Stored items:
*-*-*
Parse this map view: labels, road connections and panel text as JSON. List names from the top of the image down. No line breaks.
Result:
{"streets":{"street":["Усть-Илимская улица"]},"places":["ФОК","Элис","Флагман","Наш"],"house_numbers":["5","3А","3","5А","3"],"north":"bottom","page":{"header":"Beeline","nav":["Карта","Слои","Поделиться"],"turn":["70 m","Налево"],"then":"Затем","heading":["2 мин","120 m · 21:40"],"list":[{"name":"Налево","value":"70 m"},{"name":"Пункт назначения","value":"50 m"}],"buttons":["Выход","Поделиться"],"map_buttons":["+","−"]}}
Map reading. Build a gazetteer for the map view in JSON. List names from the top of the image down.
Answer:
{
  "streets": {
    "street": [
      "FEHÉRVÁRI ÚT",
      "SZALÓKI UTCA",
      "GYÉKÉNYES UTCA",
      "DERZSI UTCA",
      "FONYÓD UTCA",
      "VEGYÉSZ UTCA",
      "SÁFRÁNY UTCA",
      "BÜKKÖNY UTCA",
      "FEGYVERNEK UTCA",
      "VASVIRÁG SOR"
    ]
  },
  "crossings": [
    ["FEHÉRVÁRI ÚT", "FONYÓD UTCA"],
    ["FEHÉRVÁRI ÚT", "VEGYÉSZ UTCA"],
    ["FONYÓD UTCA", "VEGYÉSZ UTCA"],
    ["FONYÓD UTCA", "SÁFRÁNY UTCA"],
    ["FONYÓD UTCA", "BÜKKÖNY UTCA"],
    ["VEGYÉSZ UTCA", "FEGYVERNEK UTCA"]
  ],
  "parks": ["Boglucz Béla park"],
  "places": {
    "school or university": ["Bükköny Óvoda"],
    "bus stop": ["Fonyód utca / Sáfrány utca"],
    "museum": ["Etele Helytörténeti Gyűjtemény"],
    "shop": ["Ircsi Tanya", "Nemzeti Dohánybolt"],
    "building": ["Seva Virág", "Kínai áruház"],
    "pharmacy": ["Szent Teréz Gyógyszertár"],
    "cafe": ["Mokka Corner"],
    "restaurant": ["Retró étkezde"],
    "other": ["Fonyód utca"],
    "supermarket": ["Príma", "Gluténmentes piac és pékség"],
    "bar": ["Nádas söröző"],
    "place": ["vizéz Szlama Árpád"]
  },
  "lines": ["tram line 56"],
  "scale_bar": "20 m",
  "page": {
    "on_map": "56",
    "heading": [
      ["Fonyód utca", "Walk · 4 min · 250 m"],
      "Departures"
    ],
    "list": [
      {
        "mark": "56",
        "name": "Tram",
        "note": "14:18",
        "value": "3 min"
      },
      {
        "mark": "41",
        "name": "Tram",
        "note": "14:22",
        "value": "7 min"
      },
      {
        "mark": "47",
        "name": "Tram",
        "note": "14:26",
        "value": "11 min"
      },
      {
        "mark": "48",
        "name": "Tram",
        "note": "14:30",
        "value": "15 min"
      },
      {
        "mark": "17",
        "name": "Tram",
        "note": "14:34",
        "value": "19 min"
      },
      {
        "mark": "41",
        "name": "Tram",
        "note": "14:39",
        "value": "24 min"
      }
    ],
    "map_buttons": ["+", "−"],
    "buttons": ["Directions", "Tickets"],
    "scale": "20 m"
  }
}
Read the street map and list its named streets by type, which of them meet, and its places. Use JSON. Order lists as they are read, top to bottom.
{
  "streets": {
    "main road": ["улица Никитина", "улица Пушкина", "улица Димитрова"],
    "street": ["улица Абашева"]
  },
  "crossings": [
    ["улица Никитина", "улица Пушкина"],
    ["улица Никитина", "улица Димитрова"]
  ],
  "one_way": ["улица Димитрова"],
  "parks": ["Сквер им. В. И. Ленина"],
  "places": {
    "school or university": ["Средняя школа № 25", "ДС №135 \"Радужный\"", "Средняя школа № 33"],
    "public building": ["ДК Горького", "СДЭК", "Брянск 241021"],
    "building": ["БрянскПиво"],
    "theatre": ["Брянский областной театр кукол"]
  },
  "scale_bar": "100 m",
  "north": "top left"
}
*-*-*
WHAT YOU NEED TO DO:
Write out the data above again, word for word.

EXERCISE RESPONSE:
Parse this map view: labels, road connections and panel text as JSON. List names from the top of the image down. No line breaks.
Result:
{"streets":{"street":["Усть-Илимская улица"]},"places":["ФОК","Элис","Флагман","Наш"],"house_numbers":["5","3А","3","5А","3"],"north":"bottom","page":{"header":"Beeline","nav":["Карта","Слои","Поделиться"],"turn":["70 m","Налево"],"then":"Затем","heading":["2 мин","120 m · 21:40"],"list":[{"name":"Налево","value":"70 m"},{"name":"Пункт назначения","value":"50 m"}],"buttons":["Выход","Поделиться"],"map_buttons":["+","−"]}}
Map reading. Build a gazetteer for the map view in JSON. List names from the top of the image down.
Answer:
{
  "streets": {
    "street": [
      "FEHÉRVÁRI ÚT",
      "SZALÓKI UTCA",
      "GYÉKÉNYES UTCA",
      "DERZSI UTCA",
      "FONYÓD UTCA",
      "VEGYÉSZ UTCA",
      "SÁFRÁNY UTCA",
      "BÜKKÖNY UTCA",
      "FEGYVERNEK UTCA",
      "VASVIRÁG SOR"
    ]
  },
  "crossings": [
    ["FEHÉRVÁRI ÚT", "FONYÓD UTCA"],
    ["FEHÉRVÁRI ÚT", "VEGYÉSZ UTCA"],
    ["FONYÓD UTCA", "VEGYÉSZ UTCA"],
    ["FONYÓD UTCA", "SÁFRÁNY UTCA"],
    ["FONYÓD UTCA", "BÜKKÖNY UTCA"],
    ["VEGYÉSZ UTCA", "FEGYVERNEK UTCA"]
  ],
  "parks": ["Boglucz Béla park"],
  "places": {
    "school or university": ["Bükköny Óvoda"],
    "bus stop": ["Fonyód utca / Sáfrány utca"],
    "museum": ["Etele Helytörténeti Gyűjtemény"],
    "shop": ["Ircsi Tanya", "Nemzeti Dohánybolt"],
    "building": ["Seva Virág", "Kínai áruház"],
    "pharmacy": ["Szent Teréz Gyógyszertár"],
    "cafe": ["Mokka Corner"],
    "restaurant": ["Retró étkezde"],
    "other": ["Fonyód utca"],
    "supermarket": ["Príma", "Gluténmentes piac és pékség"],
    "bar": ["Nádas söröző"],
    "place": ["vizéz Szlama Árpád"]
  },
  "lines": ["tram line 56"],
  "scale_bar": "20 m",
  "page": {
    "on_map": "56",
    "heading": [
      ["Fonyód utca", "Walk · 4 min · 250 m"],
      "Departures"
    ],
    "list": [
      {
        "mark": "56",
        "name": "Tram",
        "note": "14:18",
        "value": "3 min"
      },
      {
        "mark": "41",
        "name": "Tram",
        "note": "14:22",
        "value": "7 min"
      },
      {
        "mark": "47",
        "name": "Tram",
        "note": "14:26",
        "value": "11 min"
      },
      {
        "mark": "48",
        "name": "Tram",
        "note": "14:30",
        "value": "15 min"
      },
      {
        "mark": "17",
        "name": "Tram",
        "note": "14:34",
        "value": "19 min"
      },
      {
        "mark": "41",
        "name": "Tram",
        "note": "14:39",
        "value": "24 min"
      }
    ],
    "map_buttons": ["+", "−"],
    "buttons": ["Directions", "Tickets"],
    "scale": "20 m"
  }
}
Read the street map and list its named streets by type, which of them meet, and its places. Use JSON. Order lists as they are read, top to bottom.
{
  "streets": {
    "main road": ["улица Никитина", "улица Пушкина", "улица Димитрова"],
    "street": ["улица Абашева"]
  },
  "crossings": [
    ["улица Никитина", "улица Пушкина"],
    ["улица Никитина", "улица Димитрова"]
  ],
  "one_way": ["улица Димитрова"],
  "parks": ["Сквер им. В. И. Ленина"],
  "places": {
    "school or university": ["Средняя школа № 25", "ДС №135 \"Радужный\"", "Средняя школа № 33"],
    "public building": ["ДК Горького", "СДЭК", "Брянск 241021"],
    "building": ["БрянскПиво"],
    "theatre": ["Брянский областной театр кукол"]
  },
  "scale_bar": "100 m",
  "north": "top left"
}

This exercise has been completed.